[[ INFORMATION GIVEN, beginning ]]

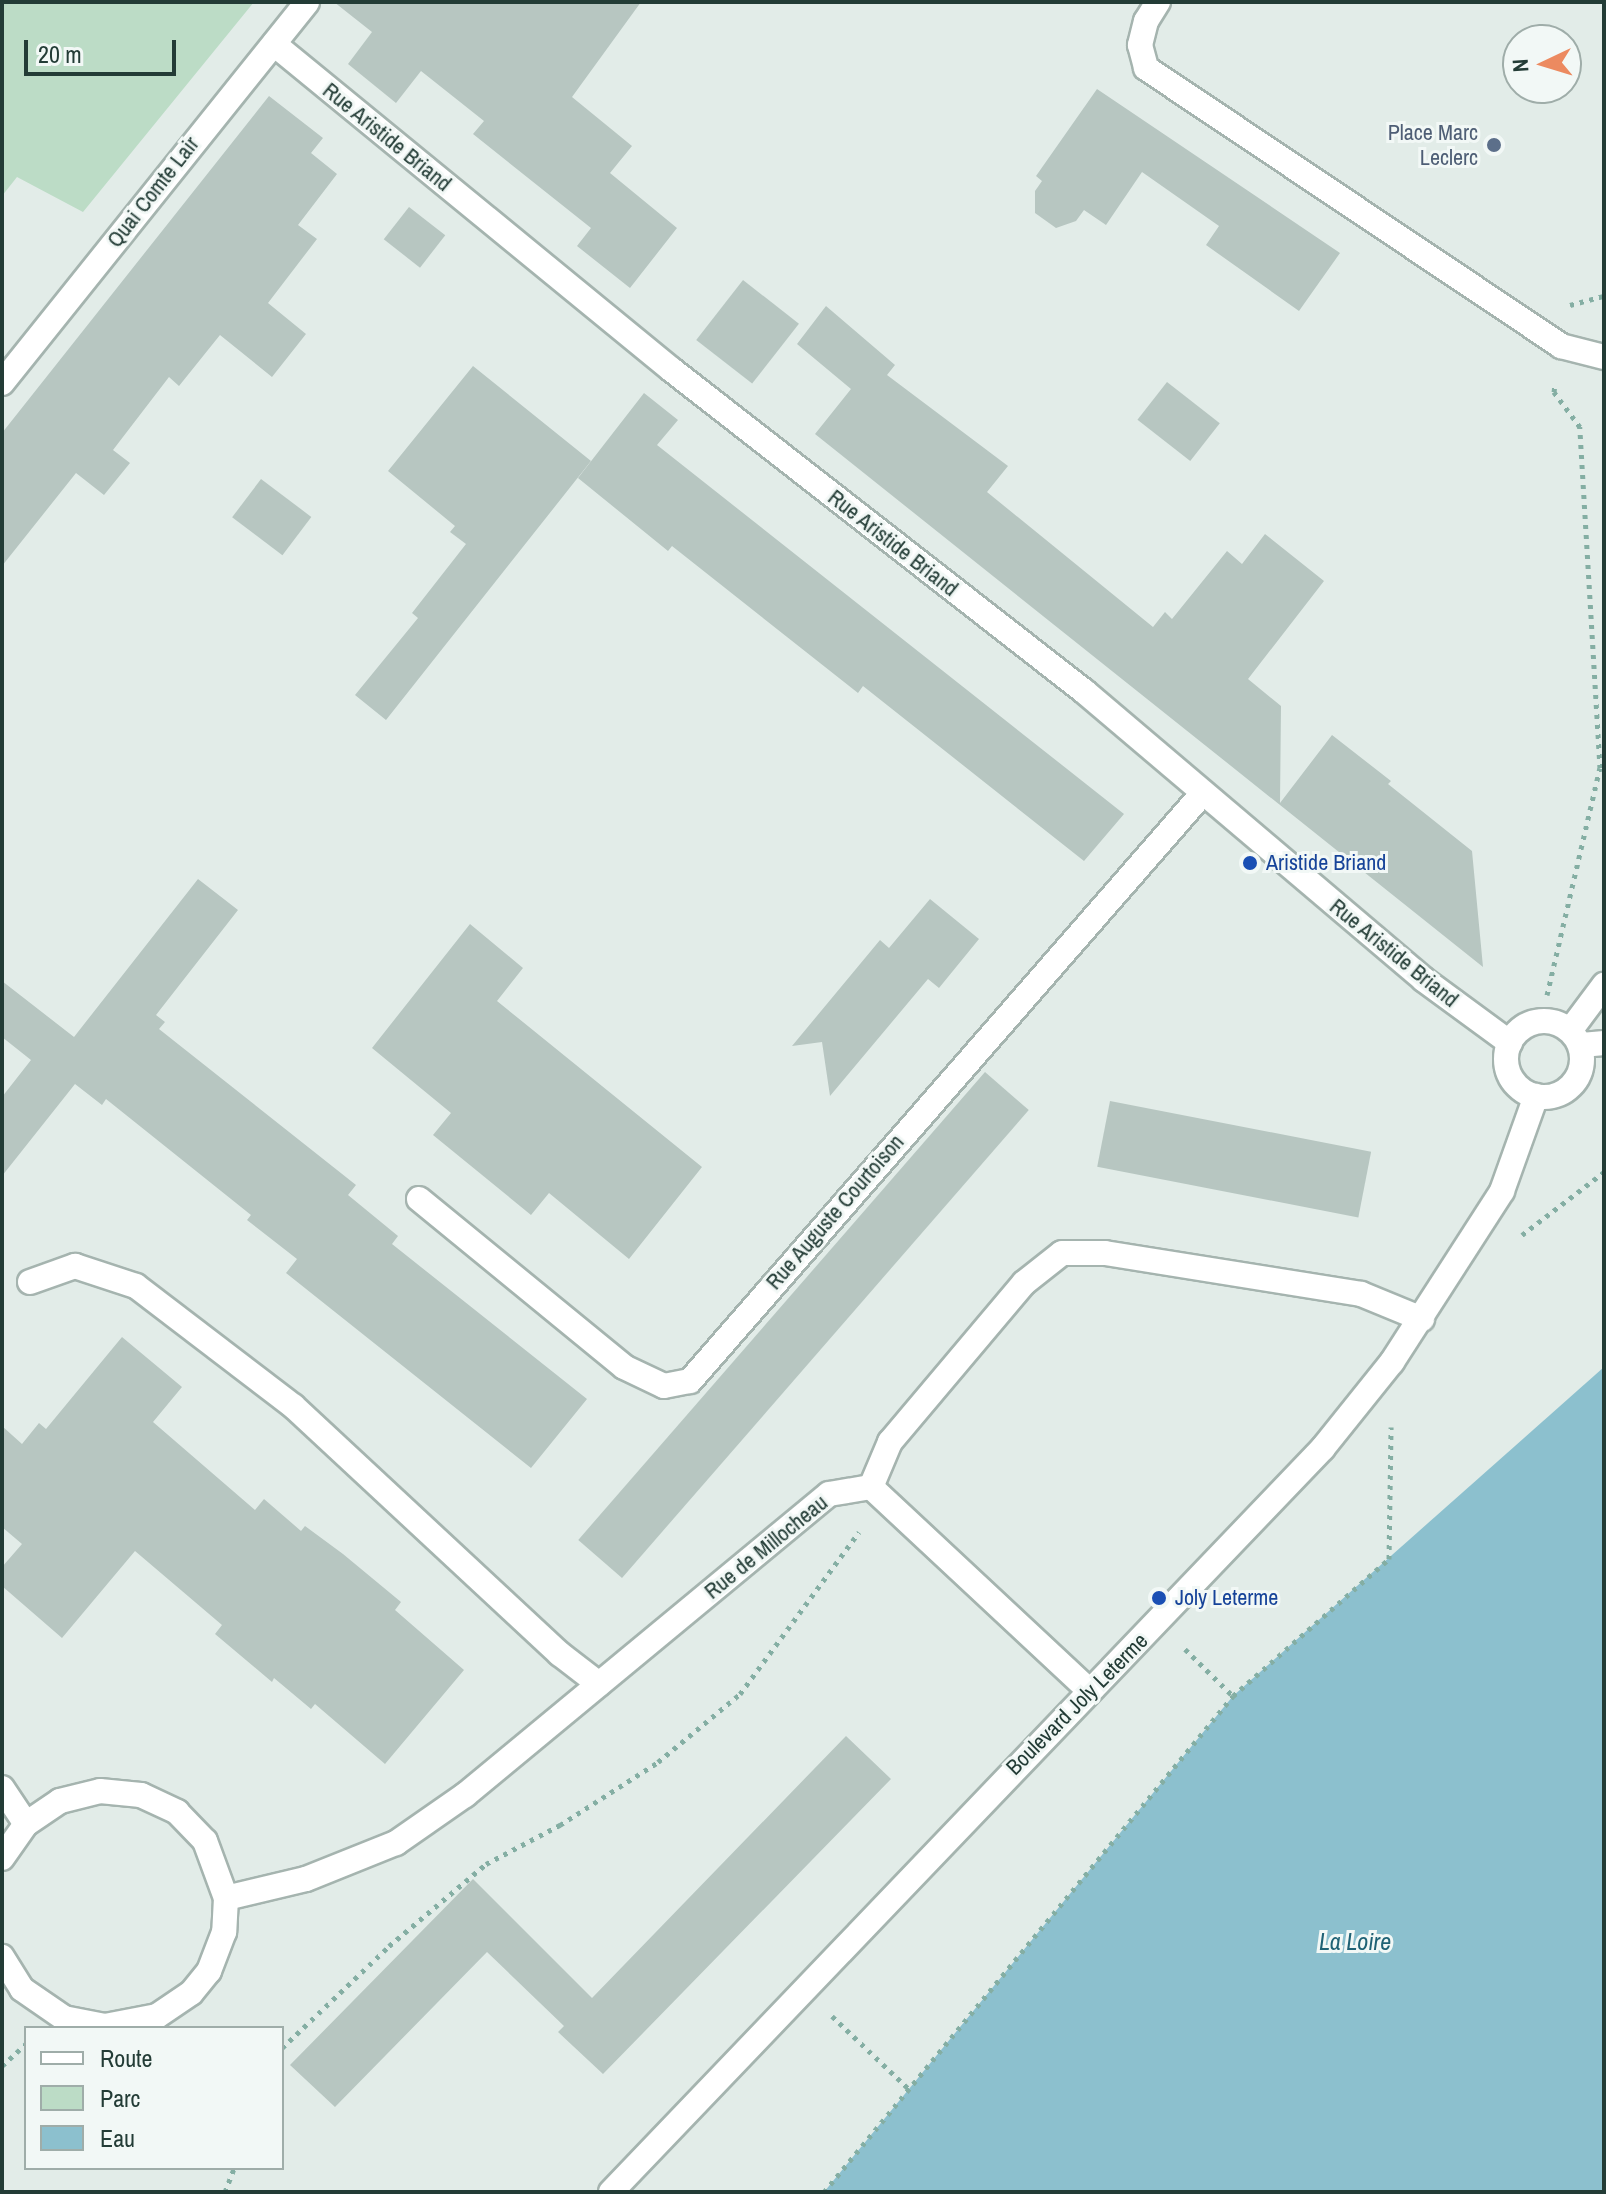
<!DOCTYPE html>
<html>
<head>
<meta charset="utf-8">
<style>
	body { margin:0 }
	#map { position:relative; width:1606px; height:2194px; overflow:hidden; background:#e2ece8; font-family:"Archivo Narrow",sans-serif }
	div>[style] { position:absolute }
	.green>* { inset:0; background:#bcdcc6 }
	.water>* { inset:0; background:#8cc0ce }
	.building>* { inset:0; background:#b7c6c1; transform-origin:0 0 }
	.path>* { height:5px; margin-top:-2.5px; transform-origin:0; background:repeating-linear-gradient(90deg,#84aea3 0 4px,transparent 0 10px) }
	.roads { filter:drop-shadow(2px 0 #a5b4af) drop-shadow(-2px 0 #a5b4af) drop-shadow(0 2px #a5b4af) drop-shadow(0 -2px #a5b4af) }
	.lane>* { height:24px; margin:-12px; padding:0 12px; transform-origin:12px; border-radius:12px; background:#fff }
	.street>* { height:24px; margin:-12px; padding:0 12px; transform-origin:12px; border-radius:12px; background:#fff }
	.street>.ring { margin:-12px; padding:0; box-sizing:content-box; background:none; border:24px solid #fff; border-radius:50% }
	.dots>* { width:22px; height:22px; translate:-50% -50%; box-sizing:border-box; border:4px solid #f2f8f6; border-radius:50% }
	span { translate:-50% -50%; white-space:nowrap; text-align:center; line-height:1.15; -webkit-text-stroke:6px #f2f8f6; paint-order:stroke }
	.service-label { font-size:22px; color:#4e5e75 }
	.right { translate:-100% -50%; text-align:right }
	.street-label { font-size:22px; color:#233c36 }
	.transit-label { font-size:22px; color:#164399 }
	.left { translate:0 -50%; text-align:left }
	.water-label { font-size:24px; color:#1f6275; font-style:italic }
	.frame { position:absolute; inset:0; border:4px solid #233c36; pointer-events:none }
	.legend { position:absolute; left:24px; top:2026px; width:260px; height:144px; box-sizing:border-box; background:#f2f8f6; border:2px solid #9fada9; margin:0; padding:10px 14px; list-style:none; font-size:24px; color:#233c36 }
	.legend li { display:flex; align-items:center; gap:16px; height:40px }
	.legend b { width:40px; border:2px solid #9fada9 }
	.north { position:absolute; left:1502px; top:24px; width:80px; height:80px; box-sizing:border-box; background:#f2f8f6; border:2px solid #9fada9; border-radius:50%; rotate:266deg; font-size:22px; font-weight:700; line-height:32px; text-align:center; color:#233c36 }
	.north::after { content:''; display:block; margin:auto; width:28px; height:36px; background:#ec8a60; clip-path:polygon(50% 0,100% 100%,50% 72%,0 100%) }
	.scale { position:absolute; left:24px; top:40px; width:152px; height:36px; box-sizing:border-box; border:4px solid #233c36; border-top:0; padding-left:10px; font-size:24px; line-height:28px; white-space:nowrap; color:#233c36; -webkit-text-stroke:6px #f2f8f6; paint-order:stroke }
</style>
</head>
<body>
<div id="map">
	<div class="green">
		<div style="clip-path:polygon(2px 2px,254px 2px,83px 212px,17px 177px,2px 196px)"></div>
	</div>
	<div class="water">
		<div style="clip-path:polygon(1604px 1367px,1604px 2192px,824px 2192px,1233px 1696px)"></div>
	</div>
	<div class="building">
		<div style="clip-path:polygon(334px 2px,641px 2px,572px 97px,632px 146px,610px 173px,677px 228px,630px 288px,577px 246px,591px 228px,473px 134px,484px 121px,421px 71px,396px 103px,348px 64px,372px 32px)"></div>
		<div style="clip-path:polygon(1097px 89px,1340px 253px,1299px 311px,1206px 245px,1219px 226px,1142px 172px,1106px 225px,1084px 210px,1076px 221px,1056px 228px,1035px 213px,1035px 191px,1042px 181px,1036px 176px)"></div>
		<div style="clip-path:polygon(269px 96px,323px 138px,311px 153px,337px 174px,298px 225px,317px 239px,268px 303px,306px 334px,272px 377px,220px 335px,179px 386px,169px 377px,113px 450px,130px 463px,104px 495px,76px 473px,2px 566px,2px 433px)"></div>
		<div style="left:409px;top:207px;width:46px;height:41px;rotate:38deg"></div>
		<div style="left:743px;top:280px;width:71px;height:76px;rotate:38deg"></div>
		<div style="clip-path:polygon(826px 306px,895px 365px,887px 375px,1008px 466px,987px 492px,1153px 627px,1165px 612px,1172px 619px,1227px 551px,1242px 564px,1265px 534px,1324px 581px,1248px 679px,1281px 706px,1280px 803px,1332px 735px,1391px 781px,1388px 784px,1472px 851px,1483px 967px,815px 434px,851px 389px,797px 344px)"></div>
		<div style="clip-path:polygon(473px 366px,591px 461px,386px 720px,355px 695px,418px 618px,412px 613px,466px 544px,450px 532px,455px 526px,388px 471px)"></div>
		<div style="left:1167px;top:382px;width:67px;height:48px;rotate:38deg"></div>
		<div style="clip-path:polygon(644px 393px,678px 420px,657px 445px,1124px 814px,1084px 861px,863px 686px,858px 693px,672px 546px,668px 551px,578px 478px)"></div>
		<div style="left:261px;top:479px;width:63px;height:48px;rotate:37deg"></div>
		<div style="clip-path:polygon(198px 879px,238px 910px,156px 1015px,165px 1022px,159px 1029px,356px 1185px,348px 1195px,398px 1236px,392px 1244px,587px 1399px,531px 1468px,286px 1273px,297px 1259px,247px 1220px,251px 1215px,106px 1099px,102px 1105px,75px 1084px,2px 1176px,2px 1097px,31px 1060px,2px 1037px,2px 981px,74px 1037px)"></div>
		<div style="clip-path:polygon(930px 899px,979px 939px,939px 988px,928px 979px,830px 1096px,822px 1042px,792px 1046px,880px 940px,889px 948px)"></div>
		<div style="clip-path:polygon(470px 924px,523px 968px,497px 1001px,702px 1167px,629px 1259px,549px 1193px,531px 1215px,433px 1135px,451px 1113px,372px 1048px)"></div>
		<div style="left:985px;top:1072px;width:58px;height:620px;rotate:41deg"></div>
		<div style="left:1110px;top:1101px;width:266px;height:67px;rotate:11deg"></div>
		<div style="clip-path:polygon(122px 1337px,182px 1387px,153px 1422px,255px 1510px,264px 1499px,301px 1531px,305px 1526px,343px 1554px,401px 1602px,395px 1610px,464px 1670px,385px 1764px,315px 1704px,311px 1709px,274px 1678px,272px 1682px,215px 1634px,222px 1625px,135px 1551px,62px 1638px,2px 1586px,2px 1567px,22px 1544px,2px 1527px,2px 1426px,22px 1444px,39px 1423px,46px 1429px)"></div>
		<div style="clip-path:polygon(846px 1736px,891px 1779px,603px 2074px,558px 2032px,564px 2026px,487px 1952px,335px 2107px,290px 2065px,473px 1879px,592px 1998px)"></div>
	</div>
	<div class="path">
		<div style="left:1570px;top:305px;width:35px;rotate:-15deg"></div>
		<div style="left:1547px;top:995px;width:233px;rotate:-76.9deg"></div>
		<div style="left:1600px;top:768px;width:342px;rotate:-93.4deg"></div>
		<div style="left:1580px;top:427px;width:44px;rotate:-126.6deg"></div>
		<div style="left:1554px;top:392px;width:8px;rotate:-83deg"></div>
		<div style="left:1522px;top:1235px;width:103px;rotate:-37.5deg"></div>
		<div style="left:1185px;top:1649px;width:67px;rotate:44.4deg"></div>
		<div style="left:832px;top:2016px;width:106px;rotate:43.5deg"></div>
		<div style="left:282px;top:2048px;width:148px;rotate:-43.6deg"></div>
		<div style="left:389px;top:1946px;width:127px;rotate:-40.2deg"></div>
		<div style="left:486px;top:1864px;width:84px;rotate:-27.8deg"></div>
		<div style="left:560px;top:1825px;width:117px;rotate:-32.7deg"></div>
		<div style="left:658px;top:1762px;width:107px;rotate:-39.7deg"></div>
		<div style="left:740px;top:1694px;width:201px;rotate:-53.7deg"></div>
		<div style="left:2px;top:2066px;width:33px;rotate:-43deg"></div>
		<div style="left:225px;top:2192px;width:26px;rotate:-69deg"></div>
		<div style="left:824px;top:2192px;width:643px;rotate:-50.49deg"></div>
		<div style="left:1233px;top:1696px;width:208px;rotate:-41.3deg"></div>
		<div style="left:1389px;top:1559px;width:132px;rotate:-89.1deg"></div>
	</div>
	<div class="roads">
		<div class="lane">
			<div style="left:1582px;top:1045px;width:22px;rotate:-5deg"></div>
			<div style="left:30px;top:1282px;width:48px;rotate:-19.6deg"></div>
			<div style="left:75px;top:1266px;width:64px;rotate:18.2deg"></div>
			<div style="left:136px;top:1286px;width:198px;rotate:37.4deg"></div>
			<div style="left:293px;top:1406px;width:364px;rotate:42.9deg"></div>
			<div style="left:560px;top:1654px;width:49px;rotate:37.6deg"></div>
		</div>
		<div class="street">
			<div style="left:1158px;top:2px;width:22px;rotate:122deg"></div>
			<div style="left:1146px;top:21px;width:25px;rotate:104deg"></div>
			<div style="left:1140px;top:45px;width:24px;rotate:75deg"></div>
			<div style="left:1146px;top:68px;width:500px;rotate:33.8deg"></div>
			<div style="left:1561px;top:346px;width:44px;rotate:14.3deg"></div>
			<div style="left:274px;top:44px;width:514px;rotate:39.32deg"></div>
			<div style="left:672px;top:370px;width:524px;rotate:37.94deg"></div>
			<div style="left:1085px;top:692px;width:443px;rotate:40.3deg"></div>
			<div style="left:1423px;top:979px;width:108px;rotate:36.3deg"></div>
			<div style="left:2px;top:383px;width:488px;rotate:-51.3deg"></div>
			<div class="ring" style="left:1506px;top:1021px;width:52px;height:52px"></div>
			<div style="left:1572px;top:1028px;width:54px;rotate:-53.3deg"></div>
			<div style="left:419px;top:1199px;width:265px;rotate:39.3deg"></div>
			<div style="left:624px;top:1367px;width:44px;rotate:25.4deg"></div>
			<div style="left:664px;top:1386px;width:26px;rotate:-11deg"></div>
			<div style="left:690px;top:1381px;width:780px;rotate:-48.9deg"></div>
			<div style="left:871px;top:1487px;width:49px;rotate:-67.1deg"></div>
			<div style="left:890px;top:1442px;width:208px;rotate:-49.9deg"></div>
			<div style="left:1024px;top:1283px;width:48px;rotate:-38.3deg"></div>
			<div style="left:1062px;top:1253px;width:43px"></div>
			<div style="left:1105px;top:1253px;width:259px;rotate:9.1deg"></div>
			<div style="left:1361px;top:1294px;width:66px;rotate:22.3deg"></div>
			<div style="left:871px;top:1487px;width:299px;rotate:43deg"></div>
			<div style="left:2px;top:1788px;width:43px;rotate:56.3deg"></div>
			<div style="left:2px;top:1858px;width:42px;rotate:-54.8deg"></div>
			<div style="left:26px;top:1824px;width:41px;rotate:-34.1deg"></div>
			<div style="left:60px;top:1801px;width:41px;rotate:-14deg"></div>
			<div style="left:100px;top:1791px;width:41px;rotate:5.6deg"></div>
			<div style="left:141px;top:1795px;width:40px;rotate:25deg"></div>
			<div style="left:177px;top:1812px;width:40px;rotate:46deg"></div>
			<div style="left:205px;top:1841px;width:61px;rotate:69.8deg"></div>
			<div style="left:226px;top:1898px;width:34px;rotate:93deg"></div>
			<div style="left:224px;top:1932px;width:42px;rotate:111deg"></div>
			<div style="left:209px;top:1971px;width:28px;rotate:129deg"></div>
			<div style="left:191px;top:1993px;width:41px;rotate:145.9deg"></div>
			<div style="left:157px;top:2016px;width:53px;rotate:169.1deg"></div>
			<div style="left:105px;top:2026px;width:42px;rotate:-169deg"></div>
			<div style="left:64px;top:2018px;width:51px;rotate:-145.4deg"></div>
			<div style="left:22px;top:1989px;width:38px;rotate:-122deg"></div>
			<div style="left:226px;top:1898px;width:82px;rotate:-13.4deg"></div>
			<div style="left:306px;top:1879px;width:97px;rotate:-21.8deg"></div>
			<div style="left:396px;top:1843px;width:84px;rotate:-34.8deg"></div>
			<div style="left:465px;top:1795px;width:472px;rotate:-39.6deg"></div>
			<div style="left:829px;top:1494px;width:43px;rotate:-9.5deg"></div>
			<div style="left:611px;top:2192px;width:1030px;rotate:-46.26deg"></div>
			<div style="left:1323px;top:1448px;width:110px;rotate:-51.3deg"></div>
			<div style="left:1392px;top:1362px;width:203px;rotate:-57.2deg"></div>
			<div style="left:1502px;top:1191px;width:101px;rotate:-70.3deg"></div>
		</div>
	</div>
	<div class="dots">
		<div style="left:1494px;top:145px;background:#5c6f8a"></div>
		<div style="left:1250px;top:863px;background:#1a4fb4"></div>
		<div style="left:1159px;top:1598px;background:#1a4fb4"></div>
	</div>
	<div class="service-label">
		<span class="right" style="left:1478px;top:145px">Place Marc<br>Leclerc</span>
	</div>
	<div class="street-label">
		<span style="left:387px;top:137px;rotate:39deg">Rue Aristide Briand</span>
		<span style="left:153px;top:192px;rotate:-52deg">Quai Comte Lair</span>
		<span style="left:893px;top:543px;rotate:38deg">Rue Aristide Briand</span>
		<span style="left:1394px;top:953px;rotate:39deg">Rue Aristide Briand</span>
		<span style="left:835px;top:1212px;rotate:-49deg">Rue Auguste Courtoison</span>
		<span style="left:766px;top:1547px;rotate:-39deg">Rue de Millocheau</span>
		<span style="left:1077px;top:1704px;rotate:-45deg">Boulevard Joly Leterme</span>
	</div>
	<div class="transit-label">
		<span class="left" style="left:1266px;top:863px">Aristide Briand</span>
		<span class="left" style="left:1175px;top:1598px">Joly Leterme</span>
	</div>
	<div class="water-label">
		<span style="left:1355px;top:1942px">La Loire</span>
	</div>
	<div class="frame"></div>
	<ul class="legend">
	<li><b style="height:10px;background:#fff"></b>Route</li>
	<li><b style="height:22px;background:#bcdcc6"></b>Parc</li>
	<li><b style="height:22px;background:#8cc0ce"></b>Eau</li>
	</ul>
	<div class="north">N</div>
	<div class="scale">20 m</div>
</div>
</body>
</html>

[[ INFORMATION GIVEN, end ]]

Where does the string "lane" occur in the listing above? Return every line that contains it.

• **EXERCISE ANSWER**:
	.lane>* { height:24px; margin:-12px; padding:0 12px; transform-origin:12px; border-radius:12px; background:#fff }
		<div class="lane">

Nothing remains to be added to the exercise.